The French Competition Authority (“FCA”) recently fined the three main French manufacturers of sandwiches for mass retail distribution for having implemented a volume and customer allocation plan over a six-year period and agreed on the price level to be offered to their customers (€24.5 million in total). All of them applied for leniency and obtained substantial reductions in fines.
The practices at stake consisted more particularly in an agreement between the three sandwich manufacturers to set up a non-aggression pact from 2010 until 2016, aiming at:
The FCA concluded that the practices were anti-competitive by object.
For having disclosed the existence of the cartel to the FCA in May 2016 through its leniency application, one of the companies was granted immunity from fines (thus avoiding a €19 million fine). Based on the information it provided, the FCA was able to carry out dawn raids and gather additional evidence of the practices at stake.
On the day of the dawn raids, the two other companies involved both applied for leniency. The second leniency applicant was granted a 35% reduction in fine. However, as dawn raids did not start at the exact same time for both companies on that day, the third company argued that it could not have made its second-ranking leniency application before the other. However, the FCA stated that the late conduct of a dawn raid does not deprive the involved company of the possibility to apply for leniency, as it is up to each company to submit such application on its own initiative without expecting the FCA to trigger it with a dawn raid.
This did not prevent the FCA from granting the third leniency applicant with a fine reduction of 30%. Due to the high added value of the material evidence it provided, the latter was able to benefit from the “leniency plus” scheme, which allows the FCA to grant an additional fine reduction to a company which is the first to provide indisputable evidence of new facts that have a direct impact on the amount of fines imposed on the cartel members.
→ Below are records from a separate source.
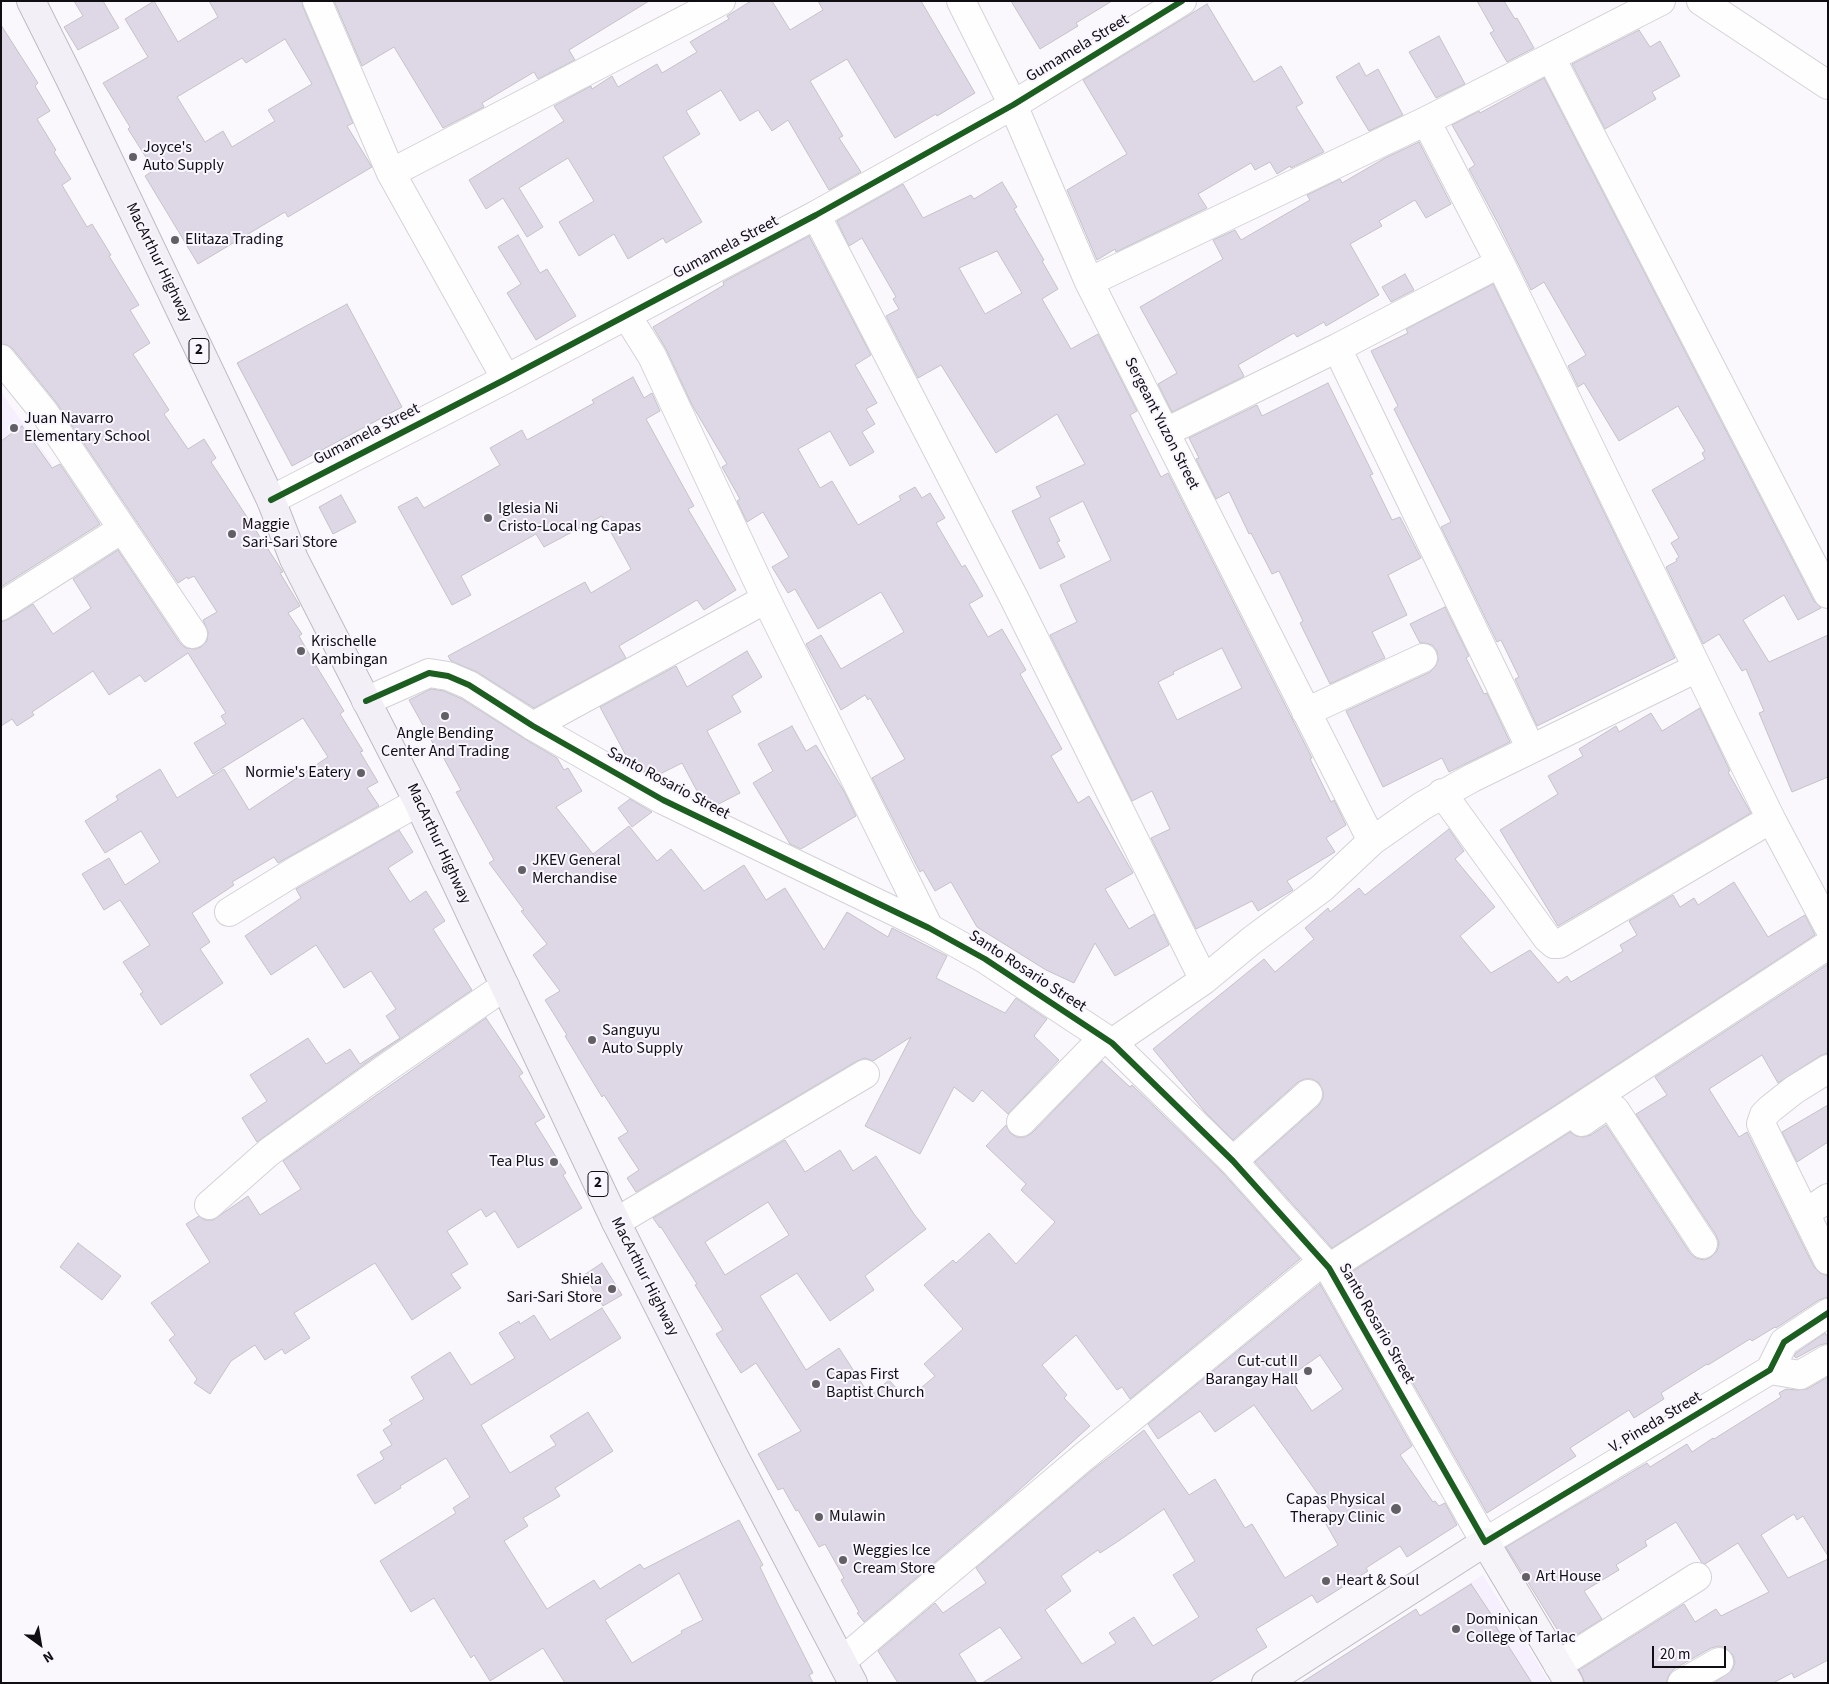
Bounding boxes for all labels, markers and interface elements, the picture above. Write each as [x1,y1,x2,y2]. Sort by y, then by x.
street label: Gumamela Street [1023,11,1133,87]
place label: Joyce's Auto Supply [143,138,224,176]
marker: Joyce's Auto Supply [127,151,139,163]
street label: MacArthur Highway [121,200,195,326]
street label: Gumamela Street [670,212,782,284]
place label: Elitaza Trading [185,230,283,250]
marker: Elitaza Trading [169,234,181,246]
road number: 2 [189,338,209,364]
street label: Sergeant Yuzon Street [1119,355,1203,493]
street label: Gumamela Street [311,400,423,470]
place label: Juan Navarro Elementary School [24,409,150,447]
marker: Juan Navarro Elementary School [8,422,20,434]
place label: Iglesia Ni Cristo-Local ng Capas [498,499,641,537]
marker: Iglesia Ni Cristo-Local ng Capas [482,512,494,524]
place label: Maggie Sari-Sari Store [242,515,337,553]
marker: Maggie Sari-Sari Store [226,528,238,540]
place label: Krischelle Kambingan [311,632,388,670]
marker: Krischelle Kambingan [295,645,307,657]
marker: Angle Bending Center And Trading [439,710,451,722]
place label: Angle Bending Center And Trading [381,724,509,762]
street label: Santo Rosario Street [603,744,733,824]
place label: Normie's Eatery [245,763,351,783]
marker: Normie's Eatery [355,767,367,779]
street label: MacArthur Highway [402,781,474,907]
place label: JKEV General Merchandise [532,851,621,889]
marker: JKEV General Merchandise [516,864,528,876]
street label: Santo Rosario Street [965,927,1089,1017]
place label: Sanguyu Auto Supply [602,1021,683,1059]
marker: Sanguyu Auto Supply [586,1034,598,1046]
place label: Tea Plus [489,1152,544,1172]
marker: Tea Plus [548,1156,560,1168]
road number: 2 [588,1172,608,1196]
street label: MacArthur Highway [606,1214,682,1340]
street label: Santo Rosario Street [1334,1260,1418,1388]
place label: Shiela Sari-Sari Store [507,1270,602,1308]
marker: Shiela Sari-Sari Store [606,1283,618,1295]
place label: Cut-cut II Barangay Hall [1205,1352,1298,1390]
place label: Capas First Baptist Church [826,1365,924,1403]
marker: Cut-cut II Barangay Hall [1302,1365,1314,1377]
marker: Capas First Baptist Church [810,1378,822,1390]
street label: V. Pineda Street [1606,1388,1706,1458]
place label: Capas Physical Therapy Clinic [1286,1490,1385,1528]
marker: Capas Physical Therapy Clinic [1389,1502,1403,1516]
place label: Mulawin [829,1507,886,1527]
marker: Mulawin [813,1511,825,1523]
place label: Weggies Ice Cream Store [853,1541,935,1579]
marker: Weggies Ice Cream Store [837,1554,849,1566]
place label: Art House [1536,1567,1601,1587]
place label: Heart & Soul [1336,1571,1419,1591]
marker: Art House [1520,1571,1532,1583]
marker: Heart & Soul [1320,1575,1332,1587]
place label: Dominican College of Tarlac [1466,1610,1576,1648]
north arrow [15,1619,65,1669]
marker: Dominican College of Tarlac [1450,1623,1462,1635]
scale bar [1654,1636,1728,1668]
text: 20 m [1660,1644,1690,1665]
text: N [39,1646,57,1668]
In the case at hand, this resulted in an additional fine reduction of approximately €1 million for the company.
This case illustrates the benefits that companies can obtain through the leniency programme, which allows them to get substantial fine reductions even if they are not the first ones to disclose the anticompetitive practices. The full cooperation of the involved companies allowed them to obtain a cumulative fine reduction of nearly €35 million (i.e. a 59% cut compared to the total fine that the FCA could have imposed on them).